Our brain is genetically designed to detect recognizable patterns presented in the complex environment, and encode them in its neural networks automatically. This enables young children learn things effortlessly. For instance, children learn mother tongues through repeated exposure to certain sentences that implicitly encode the grammatical rules involved, and eventually come to understand and produce their own sentences effortlessly. Research has shown that young children are able to implicitly recognize and use perceptual cues to enhance their performance, the same way as they acquire mother language without having conscious access to syntactic rules. These indicate that young children possess implicit learning capabilities that enable them to acquire complex rule systems and intuitive knowledge. On CNN special report “Babies are smarter than you think”, Alison Gopnik, at the University of California at Berkeley, highlighted that new scientific techniques have taught us that even the youngest infants already know a great deal about objects, people and language, and learn even more. In fact, they have implicit learning methods that are as powerful and intelligent as those of the smartest scientists. They can unconsciously do complicated statistical analyses and their everyday play turns out, remarkably, to be very much like a set of scientific experiments.
Implicit learning is the unconscious acquisition of structured information. It is a form of learning in an incidental manner, as a result of an exposure to a set of stimuli or performance on some task without awareness of what has been learned. This is particularly true in the case of teaching young children with fun read, as for them, learning is fun and play, and learning is both unintentional and unconscious.

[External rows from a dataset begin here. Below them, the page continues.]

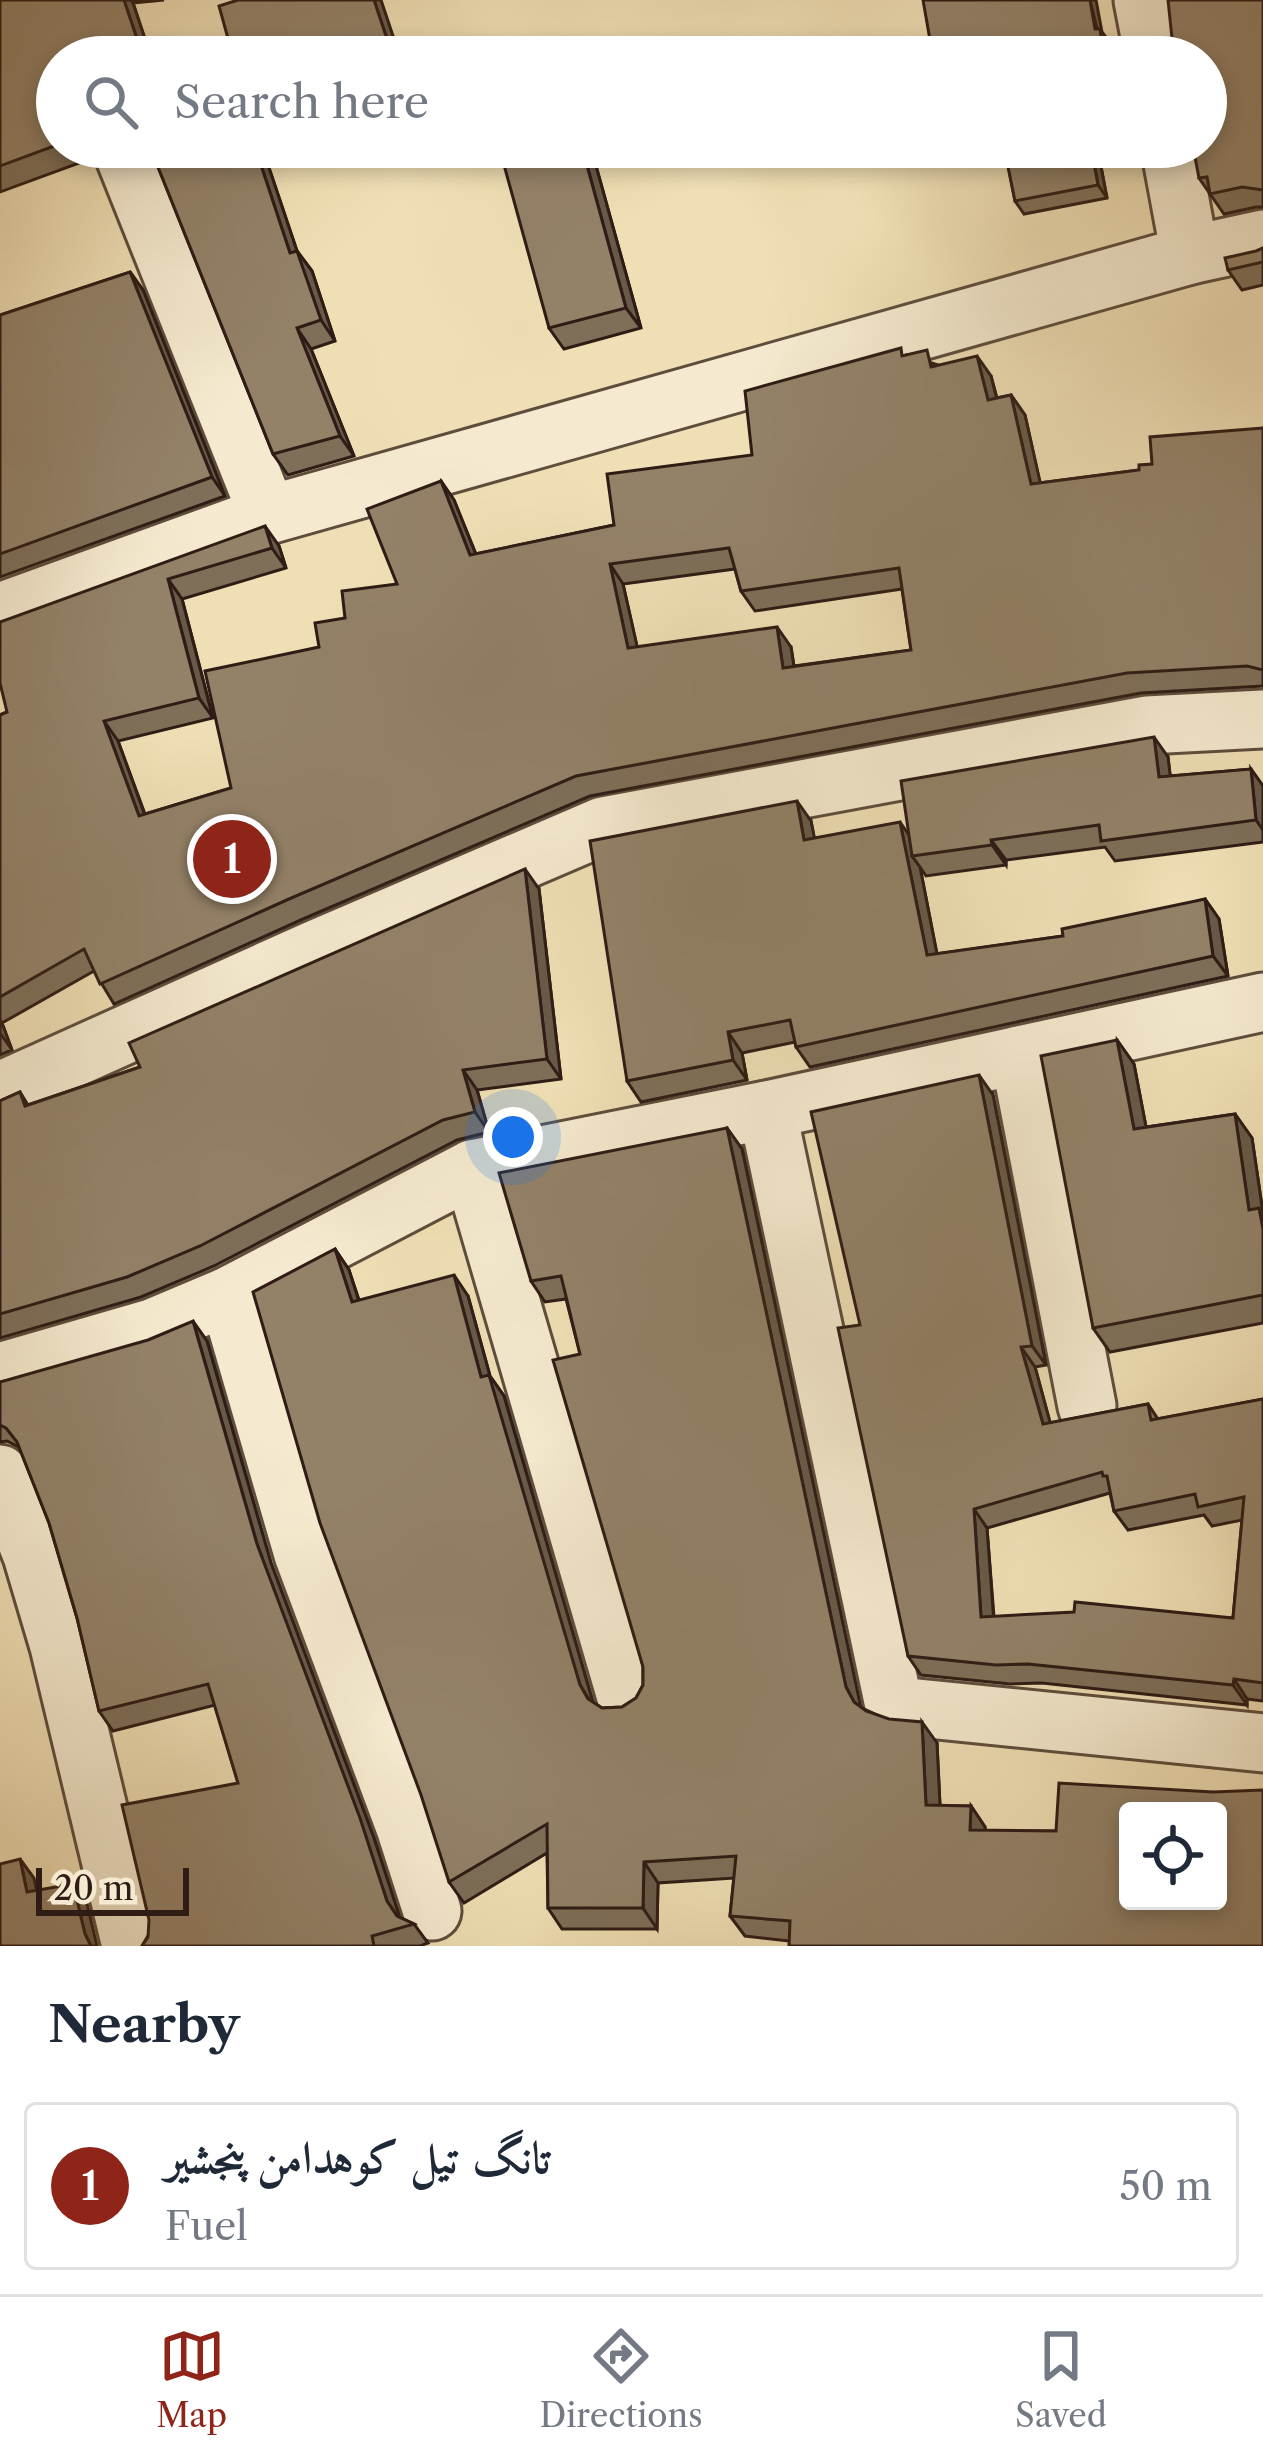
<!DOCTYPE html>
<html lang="en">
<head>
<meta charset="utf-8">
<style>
	:root { --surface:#fff; --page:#f2f2f3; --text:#1f2937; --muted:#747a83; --line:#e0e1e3; --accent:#8f2418 }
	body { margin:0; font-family:"Libre Caslon Text",Amiri,serif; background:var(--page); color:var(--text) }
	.controls { position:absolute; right:36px; bottom:36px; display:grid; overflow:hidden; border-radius:12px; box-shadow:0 6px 18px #0003 }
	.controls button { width:108px; height:108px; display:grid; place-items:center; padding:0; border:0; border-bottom:3px solid var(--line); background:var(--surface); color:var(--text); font:60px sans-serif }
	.scale { position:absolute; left:36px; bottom:30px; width:153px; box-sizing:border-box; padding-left:12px; border:6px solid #2e1c15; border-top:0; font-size:33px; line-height:42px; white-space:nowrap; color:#2e1c15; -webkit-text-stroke:9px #f5eacf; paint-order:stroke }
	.you { position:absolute; left:513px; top:1137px; width:42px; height:42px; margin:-30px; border:9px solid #fff; border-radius:50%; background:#1a73e8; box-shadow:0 0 0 18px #1a73e833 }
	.badge { display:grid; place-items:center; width:78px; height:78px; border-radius:50%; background:var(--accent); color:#fff; font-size:39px; font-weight:700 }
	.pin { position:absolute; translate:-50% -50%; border:6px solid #fff; box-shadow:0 3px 12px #0006 }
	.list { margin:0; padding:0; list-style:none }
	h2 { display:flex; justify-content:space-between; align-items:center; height:156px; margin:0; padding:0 48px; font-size:51px }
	h2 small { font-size:39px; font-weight:400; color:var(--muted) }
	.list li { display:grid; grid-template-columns:78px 1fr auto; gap:36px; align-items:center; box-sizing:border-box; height:168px; margin:0 24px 24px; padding:0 24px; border:3px solid var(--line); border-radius:12px }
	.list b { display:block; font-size:45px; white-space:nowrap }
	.list p { margin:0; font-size:39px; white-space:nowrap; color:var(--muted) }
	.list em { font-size:39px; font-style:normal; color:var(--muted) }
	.icon { flex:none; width:66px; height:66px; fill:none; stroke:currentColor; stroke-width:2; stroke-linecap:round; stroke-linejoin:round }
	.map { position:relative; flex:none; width:1263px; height:1946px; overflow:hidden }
	.search { position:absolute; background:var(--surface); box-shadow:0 6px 18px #0003; left:36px; right:36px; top:36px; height:132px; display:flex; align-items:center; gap:30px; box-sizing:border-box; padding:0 42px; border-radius:66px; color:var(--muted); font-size:45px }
	.sheet { height:348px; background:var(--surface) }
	nav { display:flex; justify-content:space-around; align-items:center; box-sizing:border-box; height:168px; border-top:3px solid var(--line); background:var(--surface); font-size:33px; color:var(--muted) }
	nav a { display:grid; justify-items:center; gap:6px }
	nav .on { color:var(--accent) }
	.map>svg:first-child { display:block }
</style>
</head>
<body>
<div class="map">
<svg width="1263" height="1946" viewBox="0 0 1263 1946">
	<rect width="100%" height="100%" fill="#f0dfb5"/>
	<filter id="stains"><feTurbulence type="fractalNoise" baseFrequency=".00167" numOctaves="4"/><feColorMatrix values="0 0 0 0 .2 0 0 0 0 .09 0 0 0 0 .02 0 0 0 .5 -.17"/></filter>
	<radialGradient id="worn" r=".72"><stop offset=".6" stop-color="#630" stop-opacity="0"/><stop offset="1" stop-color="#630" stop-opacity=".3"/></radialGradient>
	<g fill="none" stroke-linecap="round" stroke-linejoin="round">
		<defs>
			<g id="minor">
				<path d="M 1143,0 L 1154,57"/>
				<path d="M 121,147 L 268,515"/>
				<path d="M 1170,147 L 1190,255"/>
				<path d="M 0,612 L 268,515 L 1190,255 L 1263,239"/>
				<path d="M 1019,1055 L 1087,1406"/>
				<path d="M 0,1091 L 316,949 L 603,826 L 1147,725 L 1263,719"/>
				<path d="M 767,1110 L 893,1701 L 908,1707 L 1263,1743"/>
				<path d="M 472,1169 L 626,1697"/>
				<path d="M 228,1296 L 303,1554 L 405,1827 L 432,1911"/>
				<path d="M 0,1372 L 152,1328 L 228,1296 L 472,1169 L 767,1110 L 1263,1002"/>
				<path d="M 0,1474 L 32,1555 L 59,1646 L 131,1946"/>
			</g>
		</defs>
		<use href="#minor" stroke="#5e4d3d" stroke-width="63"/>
		<use href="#minor" stroke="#f5eacf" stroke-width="57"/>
	</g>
	<g fill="#7e6f59" stroke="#2e1c15" stroke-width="3" fill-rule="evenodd">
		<path d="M 0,0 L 164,0 L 133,3 L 151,57 L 57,57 L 57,147 L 89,147 L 90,159 L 0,192 Z"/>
		<path d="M 1263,0 L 1263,207 L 1256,207 L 1224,214 L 1199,178 Z"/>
		<path d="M 150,147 L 262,147 L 297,251 L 312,271 L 335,341 L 311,349 L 354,456 L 288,475 L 273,454 Z"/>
		<path d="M 949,147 L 1122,147 L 1098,151 L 1107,198 L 1024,214 L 1015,201 L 1006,155 L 958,164 L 949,152 Z"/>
		<path d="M 593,155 L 641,328 L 564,349 L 549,328 Z"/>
		<path d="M 1263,248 L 1263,285 L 1242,290 L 1228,270 Z"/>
		<path d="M 130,272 L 143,290 L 225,496 L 0,577 L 0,315 Z"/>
		<path d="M 906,355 L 938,365 L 991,376 L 997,398 L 1011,395 L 1025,415 L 1040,483 L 1139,470 L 1263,428 L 1263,686 L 1141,693 L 590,796 L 303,919 L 114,1004 L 94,971 L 2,1023 L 12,1050 L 0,1055 L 0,715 L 7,712 L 0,622 L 279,546 L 286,568 L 182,599 L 213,718 L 118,741 L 145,814 L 231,788 L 319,647 L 345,618 L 397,584 L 441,481 L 454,500 L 476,554 L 614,525 L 752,455 ZM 735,569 L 741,591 L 755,611 L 902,589 L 911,650 L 794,666 L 791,647 L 637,647 L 623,584 Z"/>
		<path d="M 1168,757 L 1170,776 L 1251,769 L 1263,786 L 1263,842 L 1115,861 L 1105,847 L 1006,860 L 1006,865 L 926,876 L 920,867 L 937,954 L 1063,936 L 1205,899 L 1219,919 L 1228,976 L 810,1067 L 796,1047 L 795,1042 L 742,1053 L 747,1080 L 641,1102 L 627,1081 L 811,821 L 814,838 L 908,834 Z"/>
		<path d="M 539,889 L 561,1079 L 477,1090 L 489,1132 L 457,1140 L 214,1266 L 141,1297 L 0,1338 L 0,1101 L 20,1092 L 28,1105 L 140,1067 Z"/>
		<path d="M 1117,1040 L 1134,1064 L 1146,1127 L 1235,1114 L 1252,1138 L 1263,1213 L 1263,1323 L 1110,1352 L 1093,1328 Z"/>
		<path d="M 993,1095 L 1046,1365 L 1035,1367 L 1050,1423 L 1148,1404 L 1158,1419 L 1263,1399 L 1263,1701 L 1247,1699 L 1247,1705 L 1042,1683 L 1010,1684 L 921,1675 L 908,1656 L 860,1325 ZM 1110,1493 L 1114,1511 L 1128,1530 L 1204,1515 L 1212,1526 L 1242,1520 L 1233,1618 L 994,1617 L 987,1528 Z"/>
		<path d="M 727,1128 L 742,1149 L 860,1707 L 937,1743 L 940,1806 L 971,1806 L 985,1827 L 985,1831 L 1056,1831 L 1213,1792 L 789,1941 L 745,1936 L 730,1916 L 734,1878 L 658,1883 L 657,1929 L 562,1929 L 548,1908 L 547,1853 L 464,1903 L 449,1882 L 335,1249 L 349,1270 L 359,1300 L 468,1296 L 490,1376 L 504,1396 L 593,1702 L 602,1708 L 622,1707 L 636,1698 L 643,1685 L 643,1667 L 580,1354 L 566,1299 L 545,1302 L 531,1281 Z"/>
		<path d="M 207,1341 L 271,1563 L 374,1838 L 399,1917 L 414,1924 L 428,1943 L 420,1946 L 142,1946 L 238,1783 L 215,1705 L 113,1731 L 99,1711 L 77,1618 L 49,1523 L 19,1447 L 7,1441 L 0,1442 L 0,1382 Z"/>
	</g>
	<g fill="#675a49" stroke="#2e1c15" stroke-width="3">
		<path d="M 124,0 L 131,0 L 133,3 L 151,57 L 143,57 Z"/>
		<path d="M 374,0 L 381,0 L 400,57 L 393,57 Z"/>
		<path d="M 1090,0 L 1096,0 L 1102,32 L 1109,41 L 1111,57 L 1104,57 Z"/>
		<path d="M 82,147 L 89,147 L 90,159 Z"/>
		<path d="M 255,147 L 262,147 L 297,251 L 312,271 L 335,341 L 321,320 L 290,253 Z"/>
		<path d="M 582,147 L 588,147 L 593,155 L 641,328 L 626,308 Z"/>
		<path d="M 1091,147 L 1096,147 L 1098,151 L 1107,198 L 1098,185 Z"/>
		<path d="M 130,272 L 143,290 L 225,496 L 212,477 Z"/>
		<path d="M 297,328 L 311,349 L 354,456 L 340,436 Z"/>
		<path d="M 977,356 L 991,376 L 1002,420 L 988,400 Z"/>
		<path d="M 1011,395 L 1025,415 L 1045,504 L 1031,484 Z"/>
		<path d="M 441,481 L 454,500 L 484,575 L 470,555 Z"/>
		<path d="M 265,526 L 279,546 L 286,568 L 272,548 Z"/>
		<path d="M 610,564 L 623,584 L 642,668 L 628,648 Z"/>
		<path d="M 168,579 L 182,599 L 213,718 L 199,698 Z"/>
		<path d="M 777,627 L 791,647 L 797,687 L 783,668 Z"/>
		<path d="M 104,721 L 118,741 L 152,835 L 139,816 Z"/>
		<path d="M 1154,737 L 1168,757 L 1173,798 L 1159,777 Z"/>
		<path d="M 1251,769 L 1263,786 L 1263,830 L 1256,820 Z"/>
		<path d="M 797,801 L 811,821 L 819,860 L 804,840 Z"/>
		<path d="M 900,822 L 914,842 L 912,856 L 920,867 L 941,975 L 927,955 Z"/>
		<path d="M 991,840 L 1006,860 L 1006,865 L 992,845 Z"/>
		<path d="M 525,869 L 539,889 L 561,1079 L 547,1059 Z"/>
		<path d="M 1205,899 L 1219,919 L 1228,976 L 1213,956 Z"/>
		<path d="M 0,1020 L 2,1023 L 12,1050 L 0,1033 Z"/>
		<path d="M 728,1032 L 742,1053 L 747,1080 L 733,1060 Z"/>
		<path d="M 1117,1040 L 1134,1064 L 1151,1153 L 1134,1129 Z"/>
		<path d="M 463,1070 L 477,1090 L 489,1132 L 475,1112 Z"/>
		<path d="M 979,1075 L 993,1095 L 1046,1365 L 1032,1346 Z"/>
		<path d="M 1235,1114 L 1252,1138 L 1263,1213 L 1263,1230 L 1249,1210 Z"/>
		<path d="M 727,1128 L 742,1149 L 861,1708 L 854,1702 L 846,1687 Z"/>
		<path d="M 335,1249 L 349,1270 L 366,1323 L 352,1302 Z"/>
		<path d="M 454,1275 L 468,1296 L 490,1376 L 504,1396 L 594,1706 L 602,1720 L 580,1685 L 481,1377 Z"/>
		<path d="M 193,1321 L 207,1341 L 271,1563 L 374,1838 L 401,1921 L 387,1901 L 257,1544 Z"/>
		<path d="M 1021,1347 L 1035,1367 L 1056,1444 L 1043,1424 Z"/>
		<path d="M 974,1509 L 987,1528 L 995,1637 L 981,1617 Z"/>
		<path d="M 1234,1679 L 1247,1699 L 1247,1705 L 1233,1685 Z"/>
		<path d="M 922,1722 L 937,1743 L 941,1826 L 926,1805 Z"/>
		<path d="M 971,1806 L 985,1827 L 985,1851 L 970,1830 Z"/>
		<path d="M 20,1859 L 34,1878 L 41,1912 L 27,1892 Z"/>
		<path d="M 644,1862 L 658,1883 L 657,1929 L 643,1908 Z"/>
		<path d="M 73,1884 L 87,1904 L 97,1946 L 91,1946 L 85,1934 Z"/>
	</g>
	<g fill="#938168" stroke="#2e1c15" stroke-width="3" fill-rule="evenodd">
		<path d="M 0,0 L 124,0 L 143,57 L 57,57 L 57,145 L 0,166 Z"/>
		<path d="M 238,0 L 374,0 L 393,57 L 218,57 L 232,53 L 219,6 Z"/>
		<path d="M 923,0 L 1090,0 L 1095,29 L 1100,29 L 1104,57 L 933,57 Z"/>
		<path d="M 1168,0 L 1263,0 L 1263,190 L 1242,187 L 1210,194 L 1207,177 L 1199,178 L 1193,147 L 1206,147 L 1206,57 L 1174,57 Z"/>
		<path d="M 150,147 L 255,147 L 290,253 L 297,251 L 321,320 L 297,328 L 340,436 L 273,454 Z"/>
		<path d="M 529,147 L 582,147 L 626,308 L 549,328 L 501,154 Z"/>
		<path d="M 949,147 L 976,147 L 949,152 Z"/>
		<path d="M 1004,147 L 1091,147 L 1098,185 L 1015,201 Z"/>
		<path d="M 1263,248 L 1263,262 L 1228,270 L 1225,258 L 1256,251 Z"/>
		<path d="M 130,272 L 212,477 L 0,554 L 0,315 Z"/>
		<path d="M 901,348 L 902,356 L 927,350 L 931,367 L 977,356 L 988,400 L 1011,395 L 1031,484 L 1139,470 L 1139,465 L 1152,464 L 1150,437 L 1263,428 L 1263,670 L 1247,666 L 1127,673 L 576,776 L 289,899 L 100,984 L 84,949 L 0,997 L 0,715 L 7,712 L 0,683 L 0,622 L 265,526 L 272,548 L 168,579 L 199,698 L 104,721 L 139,816 L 231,788 L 205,671 L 319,647 L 315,623 L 345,618 L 342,591 L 397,584 L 367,509 L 441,481 L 470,555 L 614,525 L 607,474 L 752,455 L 745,391 ZM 729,548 L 741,591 L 899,568 L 911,650 L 783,668 L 777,627 L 628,648 L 610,564 Z"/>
		<path d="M 1154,737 L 1159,777 L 1251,769 L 1256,820 L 1101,841 L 1099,825 L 991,840 L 992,845 L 912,856 L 901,781 Z"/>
		<path d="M 797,801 L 804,840 L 900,822 L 927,955 L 1063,936 L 1062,929 L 1205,899 L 1213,956 L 796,1047 L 790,1020 L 728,1032 L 733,1060 L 627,1081 L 590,841 Z"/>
		<path d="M 525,869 L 547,1059 L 463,1070 L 475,1112 L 443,1120 L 200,1246 L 127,1277 L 0,1314 L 0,1101 L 20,1092 L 25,1106 L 140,1067 L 129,1043 Z"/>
		<path d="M 1117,1040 L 1134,1129 L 1235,1114 L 1249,1210 L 1259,1208 L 1263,1229 L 1263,1295 L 1093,1328 L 1041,1056 Z"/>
		<path d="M 979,1075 L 1032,1346 L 1021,1347 L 1043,1424 L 1148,1404 L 1151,1420 L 1263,1399 L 1263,1683 L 1234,1679 L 1233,1685 L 1028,1664 L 996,1665 L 908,1656 L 838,1328 L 860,1325 L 811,1112 ZM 1102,1472 L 1103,1476 L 1107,1476 L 1114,1511 L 1195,1494 L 1198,1507 L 1244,1497 L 1233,1618 L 1075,1602 L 1074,1612 L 981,1617 L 974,1509 Z"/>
		<path d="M 727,1128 L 846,1687 L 854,1702 L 866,1711 L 889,1719 L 922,1722 L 926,1805 L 971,1806 L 970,1830 L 1056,1831 L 1059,1783 L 1213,1792 L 1263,1790 L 1263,1946 L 789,1946 L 790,1921 L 730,1916 L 736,1856 L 644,1862 L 643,1908 L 548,1908 L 547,1824 L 449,1882 L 421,1795 L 320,1523 L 253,1292 L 335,1249 L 352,1302 L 454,1275 L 481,1377 L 489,1375 L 580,1685 L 588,1699 L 602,1708 L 622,1707 L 636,1698 L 643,1685 L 643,1667 L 553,1360 L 580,1354 L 561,1276 L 531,1281 L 499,1173 ZM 1128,1811 L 1218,1811 L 1218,1901 L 1128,1901 Z"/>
		<path d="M 193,1321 L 257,1544 L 360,1818 L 387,1901 L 397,1916 L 414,1924 L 372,1936 L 374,1946 L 142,1946 L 148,1937 L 149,1920 L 122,1805 L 238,1783 L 208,1684 L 99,1711 L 77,1618 L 49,1523 L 17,1442 L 6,1428 L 0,1425 L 0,1382 L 148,1340 Z"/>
		<path d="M 20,1859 L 27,1892 L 73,1884 L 85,1934 L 91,1946 L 0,1946 L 0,1864 Z"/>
	</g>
	<rect width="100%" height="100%" filter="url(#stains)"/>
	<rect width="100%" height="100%" fill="url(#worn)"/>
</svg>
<div class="controls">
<button><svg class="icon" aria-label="locate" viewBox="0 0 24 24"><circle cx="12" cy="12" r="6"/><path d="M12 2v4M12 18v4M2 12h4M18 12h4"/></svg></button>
</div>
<div class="scale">20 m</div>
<div class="you"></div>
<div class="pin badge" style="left:232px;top:859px">1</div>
<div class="search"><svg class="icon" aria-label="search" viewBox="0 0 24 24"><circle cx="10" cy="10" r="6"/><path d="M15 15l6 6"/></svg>Search here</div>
</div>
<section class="sheet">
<h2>Nearby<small></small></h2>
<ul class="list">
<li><span class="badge">1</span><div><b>تانگ تیل کوهدامن پنجشیر</b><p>Fuel</p></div><em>50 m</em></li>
</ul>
</section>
<nav>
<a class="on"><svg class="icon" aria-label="map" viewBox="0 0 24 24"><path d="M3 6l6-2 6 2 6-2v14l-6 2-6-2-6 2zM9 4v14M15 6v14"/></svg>Map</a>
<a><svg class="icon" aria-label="directions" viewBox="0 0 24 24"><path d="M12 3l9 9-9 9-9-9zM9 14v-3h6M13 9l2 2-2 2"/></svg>Directions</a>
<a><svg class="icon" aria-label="saved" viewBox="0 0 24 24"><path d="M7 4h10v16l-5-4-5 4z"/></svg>Saved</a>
</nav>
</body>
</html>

Early learning during critical period results in things encoded in long-term implicit memory, and can take place without the intervention of the conscious mind. Implicit memory forms unconsciously, and is composed of automatic sensorimotor behaviors that are deeply embedded without our awareness. In contrast, learning after the critical periods, explicit memory is more involved, and this requires consciously recollection of things and facts, which makes learning harder and less efficient.